(EXTRACTED MATERIAL)

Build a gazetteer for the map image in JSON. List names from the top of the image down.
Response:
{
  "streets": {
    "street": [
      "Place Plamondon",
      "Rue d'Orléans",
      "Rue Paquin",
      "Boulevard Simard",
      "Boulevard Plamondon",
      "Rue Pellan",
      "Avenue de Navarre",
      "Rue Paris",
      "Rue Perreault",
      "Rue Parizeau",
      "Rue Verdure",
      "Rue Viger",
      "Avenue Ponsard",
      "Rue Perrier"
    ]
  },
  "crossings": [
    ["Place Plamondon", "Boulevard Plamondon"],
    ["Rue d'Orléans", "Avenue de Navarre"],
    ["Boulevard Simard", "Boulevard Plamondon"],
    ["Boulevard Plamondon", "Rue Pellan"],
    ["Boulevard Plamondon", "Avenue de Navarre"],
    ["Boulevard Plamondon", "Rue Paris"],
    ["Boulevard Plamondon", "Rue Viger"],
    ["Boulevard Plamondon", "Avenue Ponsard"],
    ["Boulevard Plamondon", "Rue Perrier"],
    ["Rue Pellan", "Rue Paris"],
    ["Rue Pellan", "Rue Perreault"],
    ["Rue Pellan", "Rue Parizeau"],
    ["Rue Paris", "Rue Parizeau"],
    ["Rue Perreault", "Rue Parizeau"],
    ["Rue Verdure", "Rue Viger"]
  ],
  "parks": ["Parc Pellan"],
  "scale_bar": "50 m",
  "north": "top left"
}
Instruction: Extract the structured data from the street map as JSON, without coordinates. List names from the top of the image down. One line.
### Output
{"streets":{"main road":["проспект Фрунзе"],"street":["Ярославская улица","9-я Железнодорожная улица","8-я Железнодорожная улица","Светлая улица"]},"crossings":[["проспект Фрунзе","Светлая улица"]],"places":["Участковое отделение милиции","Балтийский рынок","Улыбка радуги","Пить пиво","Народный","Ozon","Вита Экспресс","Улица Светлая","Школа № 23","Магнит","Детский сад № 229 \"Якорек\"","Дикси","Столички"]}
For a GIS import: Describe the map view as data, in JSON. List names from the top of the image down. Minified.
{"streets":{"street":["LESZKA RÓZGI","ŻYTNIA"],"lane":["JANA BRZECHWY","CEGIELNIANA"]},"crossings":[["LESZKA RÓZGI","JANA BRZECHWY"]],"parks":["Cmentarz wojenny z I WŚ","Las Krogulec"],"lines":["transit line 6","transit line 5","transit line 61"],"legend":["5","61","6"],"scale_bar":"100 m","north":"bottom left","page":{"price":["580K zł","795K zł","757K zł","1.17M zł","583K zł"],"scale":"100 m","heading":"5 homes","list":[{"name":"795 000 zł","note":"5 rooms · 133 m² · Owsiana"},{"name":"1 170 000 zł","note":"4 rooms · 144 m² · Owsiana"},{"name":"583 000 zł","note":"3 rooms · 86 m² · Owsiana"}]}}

(End EXTRACTED MATERIAL)

EXERCISE INSTRUCTIONS: Using the records above, output exactly the lines from the one containing "For a GIS import: Describe" through the last line, and no others.

TASK ANSWER:
For a GIS import: Describe the map view as data, in JSON. List names from the top of the image down. Minified.
{"streets":{"street":["LESZKA RÓZGI","ŻYTNIA"],"lane":["JANA BRZECHWY","CEGIELNIANA"]},"crossings":[["LESZKA RÓZGI","JANA BRZECHWY"]],"parks":["Cmentarz wojenny z I WŚ","Las Krogulec"],"lines":["transit line 6","transit line 5","transit line 61"],"legend":["5","61","6"],"scale_bar":"100 m","north":"bottom left","page":{"price":["580K zł","795K zł","757K zł","1.17M zł","583K zł"],"scale":"100 m","heading":"5 homes","list":[{"name":"795 000 zł","note":"5 rooms · 133 m² · Owsiana"},{"name":"1 170 000 zł","note":"4 rooms · 144 m² · Owsiana"},{"name":"583 000 zł","note":"3 rooms · 86 m² · Owsiana"}]}}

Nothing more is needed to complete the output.